“终焉之门已开。”那身影开口,声音像是从亿万光年外传来,带着不容置疑的宿命感。
钟七安浑身肌肉绷紧。他想追问,却发现自己的语言系统竟短暂失灵。不仅是他,整个空间的时间流速似乎都被扭曲。
华瑶靠在他肩上,气息微弱:“刚才……上传数据时,我好像看到了什么。”
“什么?”
“一片废墟中的宫殿,门前站着一个人,背影……很像你。”
钟七安瞳孔骤缩。不可能。他从未去过那种地方,更不曾留下记忆烙印。除非……那是未来的他?

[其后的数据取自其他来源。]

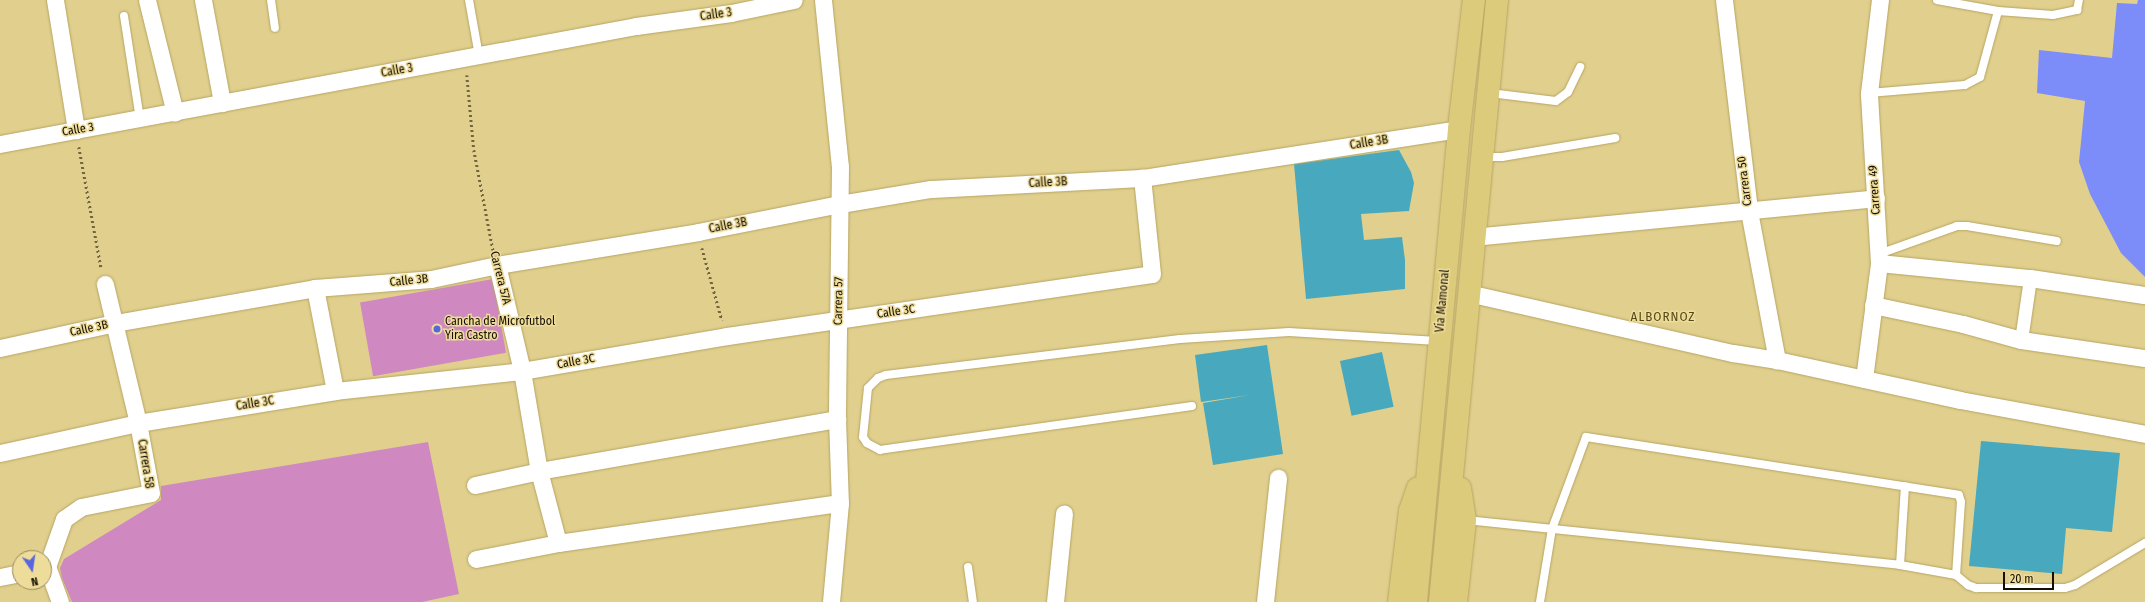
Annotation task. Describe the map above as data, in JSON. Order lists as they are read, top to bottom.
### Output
{
  "streets": {
    "main road": ["Vía Mamonal"],
    "street": [
      "Calle 3",
      "Calle 3B",
      "Carrera 50",
      "Carrera 49",
      "Carrera 57A",
      "Carrera 57",
      "Calle 3C",
      "Carrera 58"
    ]
  },
  "crossings": [
    ["Calle 3", "Carrera 57A"],
    ["Calle 3B", "Carrera 57A"],
    ["Calle 3B", "Carrera 57"],
    ["Calle 3B", "Vía Mamonal"],
    ["Calle 3B", "Calle 3C"],
    ["Calle 3B", "Carrera 58"],
    ["Carrera 57A", "Calle 3C"],
    ["Carrera 57", "Calle 3C"],
    ["Calle 3C", "Carrera 58"]
  ],
  "districts": ["ALBORNOZ"],
  "places": ["Cancha de Microfutbol Yira Castro"],
  "scale_bar": "20 m",
  "north": "bottom"
}
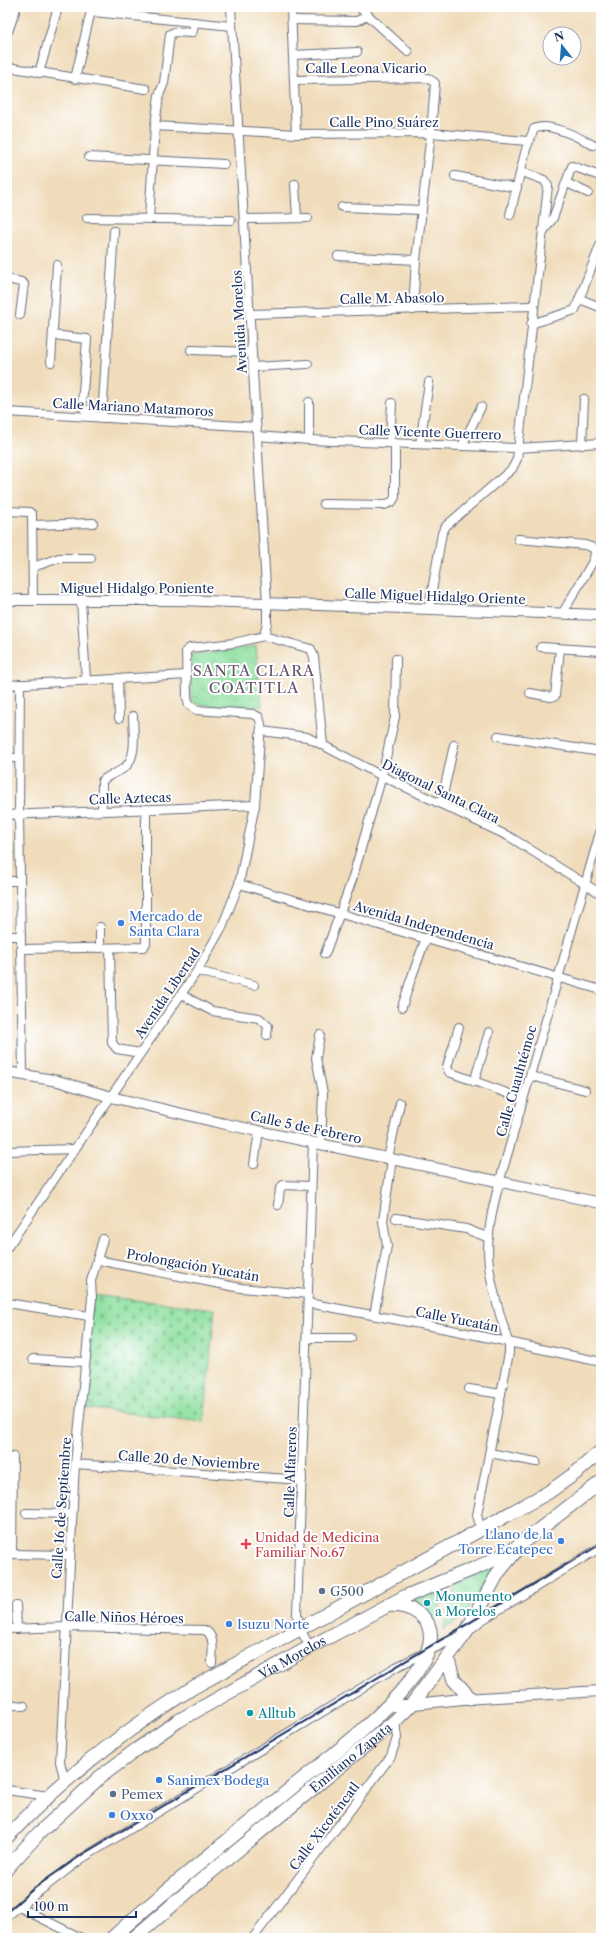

祭坛上的符文开始发光,一圈圈波纹扩散开来。远处山林中,无数妖兽发出凄厉嘶吼,朝着此处疯狂奔来。它们双眼赤红,肢体畸变,显然已被某种无形力量污染。
“必须离开。”钟七安一把抱起虚弱的华瑶,双螺旋力量在掌心凝聚,形成一道屏障。
“等等!”她挣扎着指向祭坛一角,“那里有字迹!是我们师门失传的‘天衍残篇’!若能拓印下来……或许能找到拯救师尊的方法!”
钟七安皱眉:“现在不是时候。”
“可这是我最后的机会!”她眼中泛起泪光,“你知道吗?师尊只剩三个月寿命了。若找不到秘法续命,整个宗门都将断绝传承!”
他僵住。
他曾因家族覆灭而痛不欲生,又怎能眼睁睁看着她重蹈覆辙?
一声叹息出口,他放下她:“快些,我掩护你。”
华瑶迅速取出特制玉膜贴附于符文之上,灵力催动拓印。钟七安则立于前方,双掌翻飞,将逼近的妖兽一一击毙。鲜血染红了他的衣袍,但他浑然不觉。
“完成了!”华瑶收起玉膜,脸色却愈发难看,“这些文字提到了‘轮回之钥’,说它藏于‘心魔渊’之下,唯有至亲之血与至痛之泪方可唤醒。”
钟七安心头一震。“至亲之血”?他忽然想起幼时母亲偷偷塞给他的那枚血玉佩,据说来自祖坟深处,从未告知来历……
妖兽越聚越多,已形成包围之势。钟七安正欲带她突围,忽然察觉祭坛内部传来规律脉动,如同心跳。
咚、咚、咚。
每一下都精准对应着他体内的双螺旋频率。
“它在……回应我?”他喃喃。
华瑶抓住他手臂:“七安,快走!这祭坛在吸收你的气息!”
他猛然惊醒,欲退之时,却发现双脚已被黑色藤蔓缠住。那些藤蔓竟是由符文化成,正贪婪汲取着他逸散的灵力。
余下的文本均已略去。